Beyond diagnosis, in the past years emerged the potential role of CD200 as prognostic factor and as possible target of new engineered drugs. CD200 is a membrane glycoprotein, coded on chromosome 3q12, belonging to the immunoglobulin superfamily. In adults, CD200 is highly expressed in immune “sanctuaries”, such as the central nervous system and the retina, and in resting and activated T cells, B cells and dendritic cells. Binding its specific receptor (CD200R) it is involved in the regulation of immune response and in maintenance of immune homeostasis (10).
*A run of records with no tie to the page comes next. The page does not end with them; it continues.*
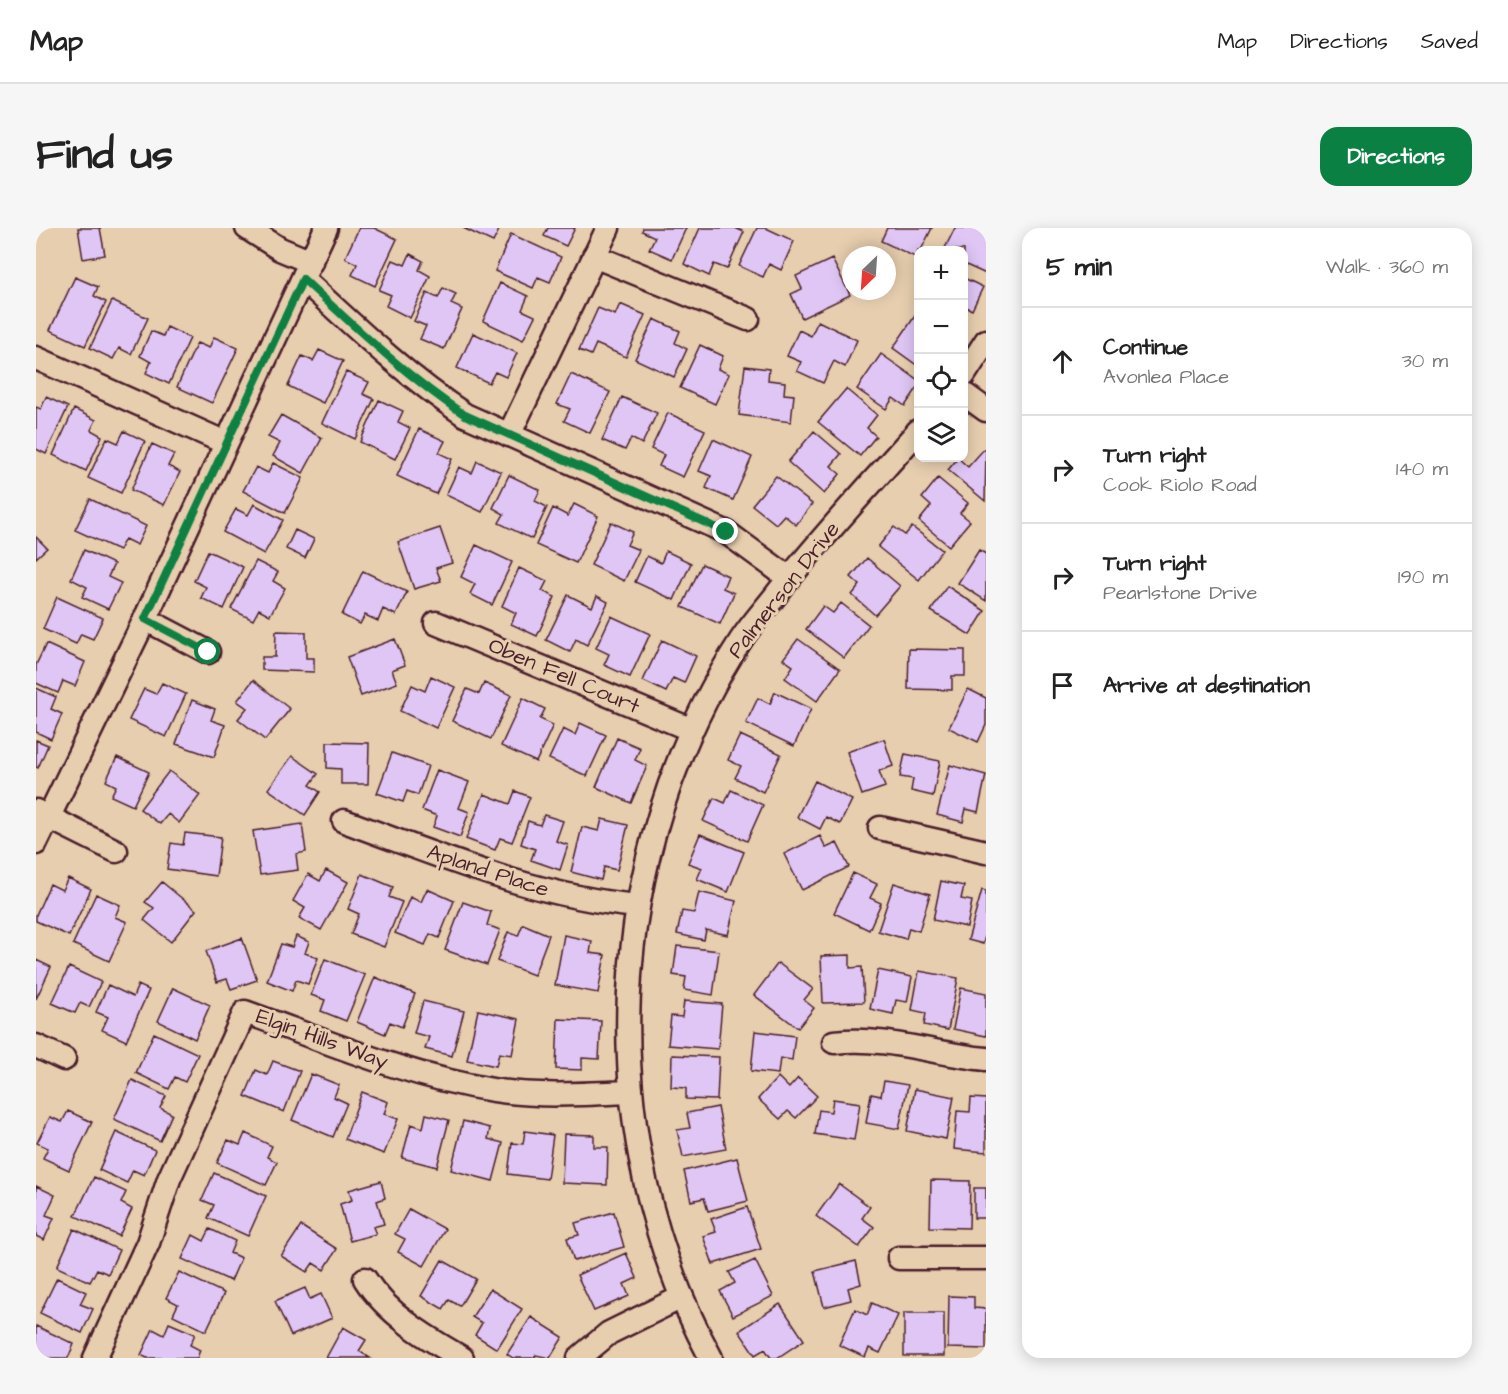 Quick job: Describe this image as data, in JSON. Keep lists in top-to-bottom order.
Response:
{
  "streets": {
    "street": [
      "Palmerson Drive",
      "Oben Fell Court",
      "Apland Place",
      "Elgin Hills Way"
    ]
  },
  "crossings": [
    ["Palmerson Drive", "Oben Fell Court"],
    ["Palmerson Drive", "Apland Place"],
    ["Palmerson Drive", "Elgin Hills Way"]
  ],
  "north": "bottom left",
  "page": {
    "header": "Map",
    "nav": ["Map", "Directions", "Saved"],
    "title": "Find us",
    "buttons": "Directions",
    "heading": ["5 min", "Walk · 360 m"],
    "map_buttons": ["+", "−"],
    "list": [
      ["Continue", "Avonlea Place", "30 m"],
      ["Turn right", "Cook Riolo Road", "140 m"],
      ["Turn right", "Pearlstone Drive", "190 m"],
      "Arrive at destination"
    ]
  }
} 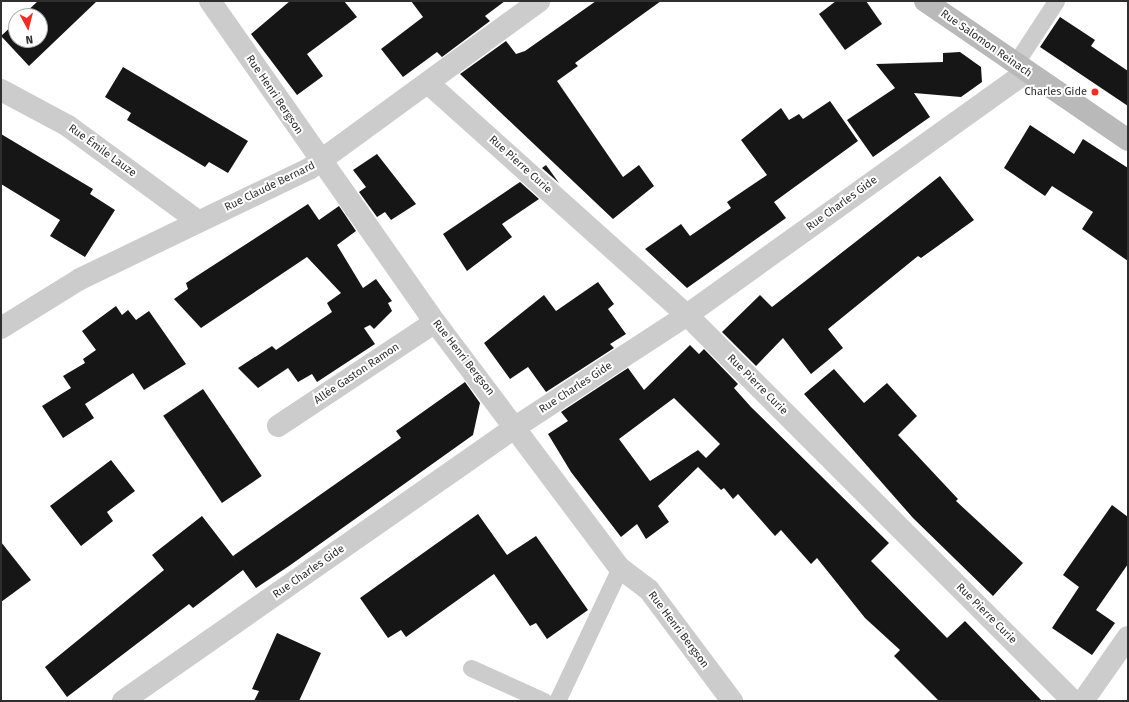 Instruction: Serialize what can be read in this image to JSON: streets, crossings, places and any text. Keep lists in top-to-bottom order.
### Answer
{
  "streets": {
    "street": [
      "Rue Salomon Reinach",
      "Rue Henri Bergson",
      "Rue Émile Lauze",
      "Rue Pierre Curie",
      "Rue Claude Bernard",
      "Rue Charles Gide",
      "Allée Gaston Ramon"
    ]
  },
  "crossings": [
    ["Rue Salomon Reinach", "Rue Charles Gide"],
    ["Rue Henri Bergson", "Rue Claude Bernard"],
    ["Rue Henri Bergson", "Rue Charles Gide"],
    ["Rue Henri Bergson", "Allée Gaston Ramon"],
    ["Rue Émile Lauze", "Rue Claude Bernard"],
    ["Rue Pierre Curie", "Rue Claude Bernard"],
    ["Rue Pierre Curie", "Rue Charles Gide"]
  ],
  "places": ["Charles Gide"],
  "north": "bottom"
} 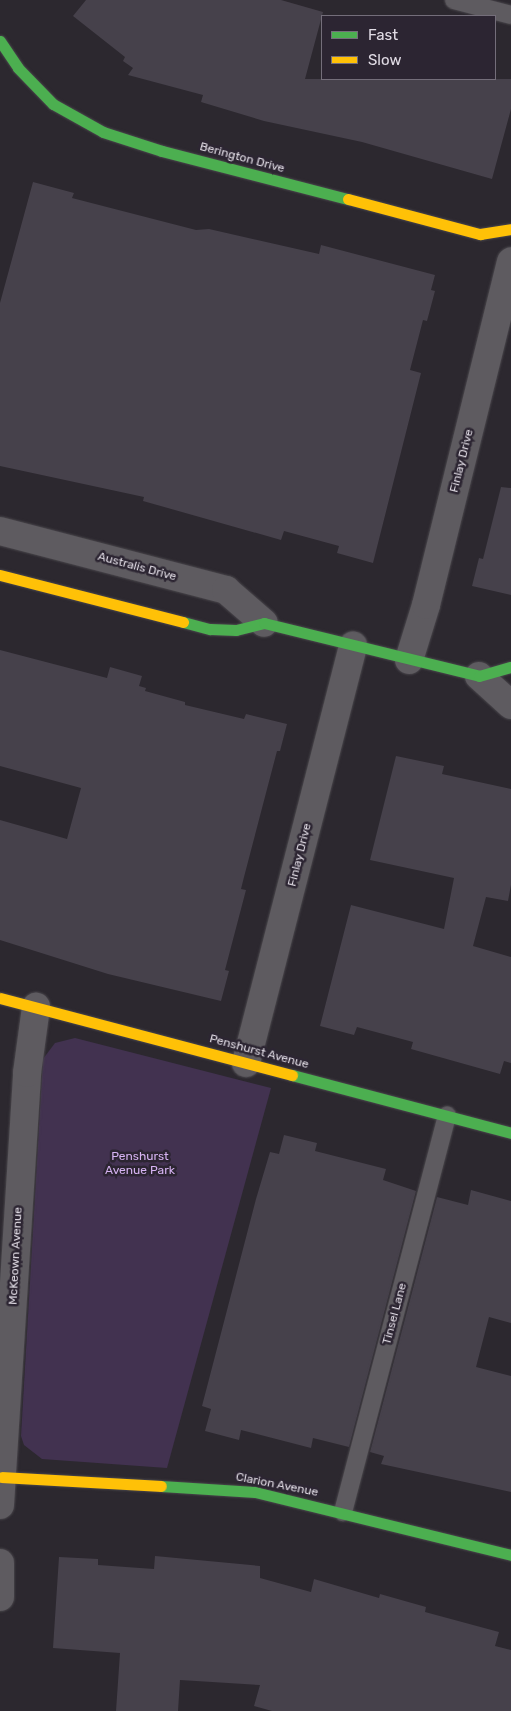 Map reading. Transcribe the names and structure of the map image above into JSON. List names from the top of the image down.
{
  "streets": {
    "street": [
      "Berington Drive",
      "Finlay Drive",
      "Australis Drive",
      "Penshurst Avenue",
      "McKeown Avenue",
      "Clarion Avenue"
    ],
    "lane": ["Tinsel Lane"]
  },
  "crossings": [
    ["Finlay Drive", "Australis Drive"],
    ["Finlay Drive", "Penshurst Avenue"],
    ["Penshurst Avenue", "McKeown Avenue"],
    ["Penshurst Avenue", "Tinsel Lane"],
    ["McKeown Avenue", "Clarion Avenue"],
    ["Tinsel Lane", "Clarion Avenue"]
  ],
  "parks": ["Penshurst Avenue Park"],
  "legend": ["Fast", "Slow"]
} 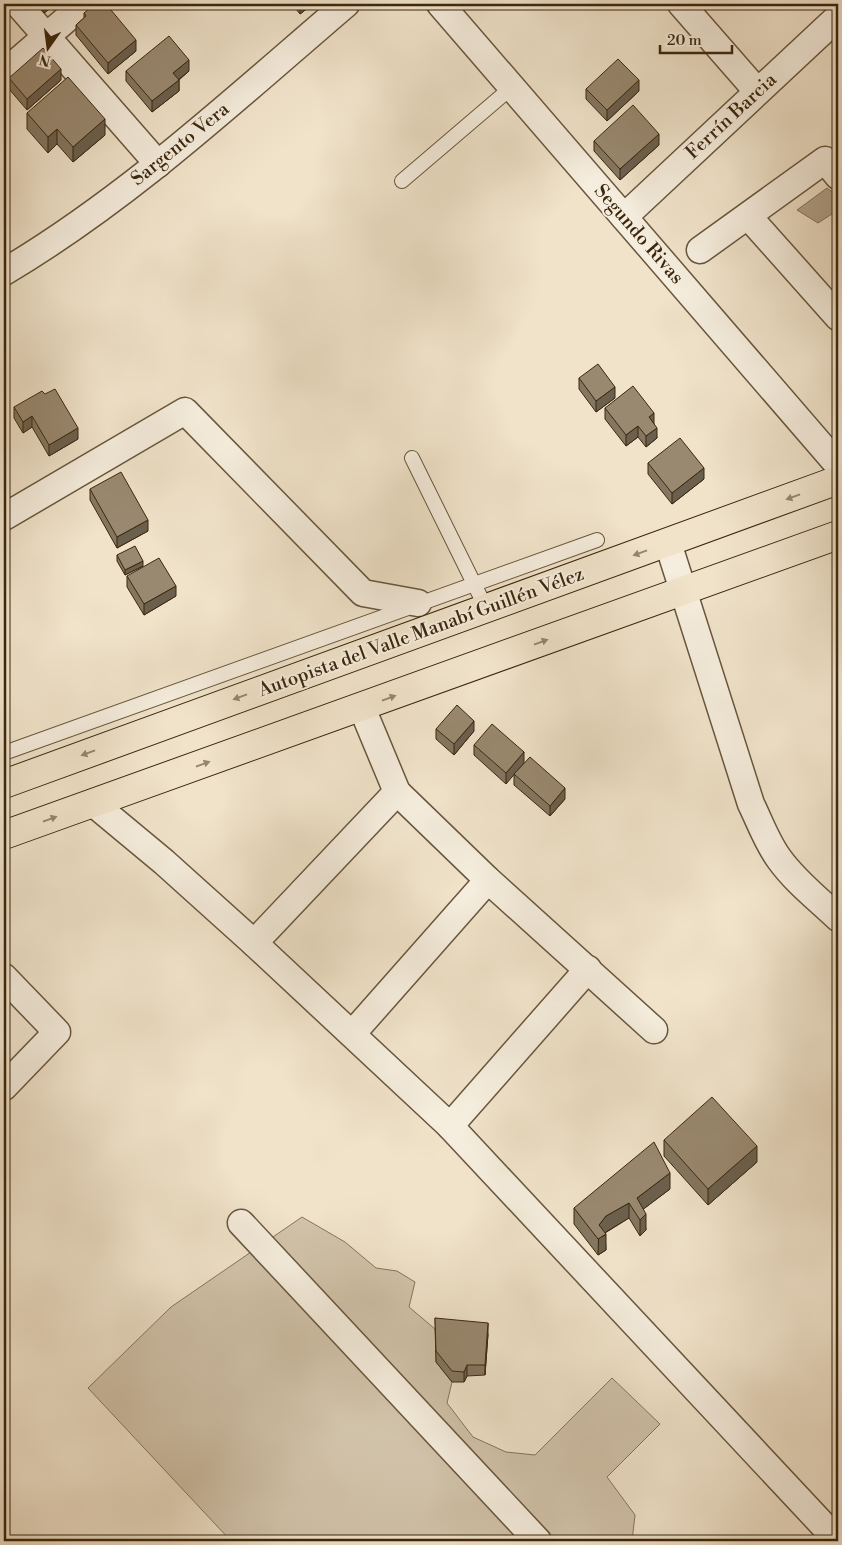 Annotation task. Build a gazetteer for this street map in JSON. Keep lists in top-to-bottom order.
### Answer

CD200 has also been proposed as a stem cell marker in many solid tumors and it has been hypothesized that cancer stem cells may evade immune system by inducing a tolerogenic response through CD200/CD200R interaction. Moreaux et al. reported a negative prognostic role of aberrant expression of CD200 in multiple myeloma plasma cells (11,12). Tazawa et al. observed a longer overall survival (OS) in CD200 negative, compared to CD200 positive, myeloma patients receiving bortezomib, lenalidomide and thalidomide therapy (13). In CLL, despite its clear diagnostic significance and in vitro evidence that CD200 overexpression generates an tolerogenic microenvironment by inhibiting T cell proliferation, suppressing tumor-specific T cell and expanding regulatory T cells, a negative role of CD200 on survival probability has not been demonstrated so far. Rather, Miao et al. reported a shorter time to treatment in CLL patients with low expression of CD200 (14).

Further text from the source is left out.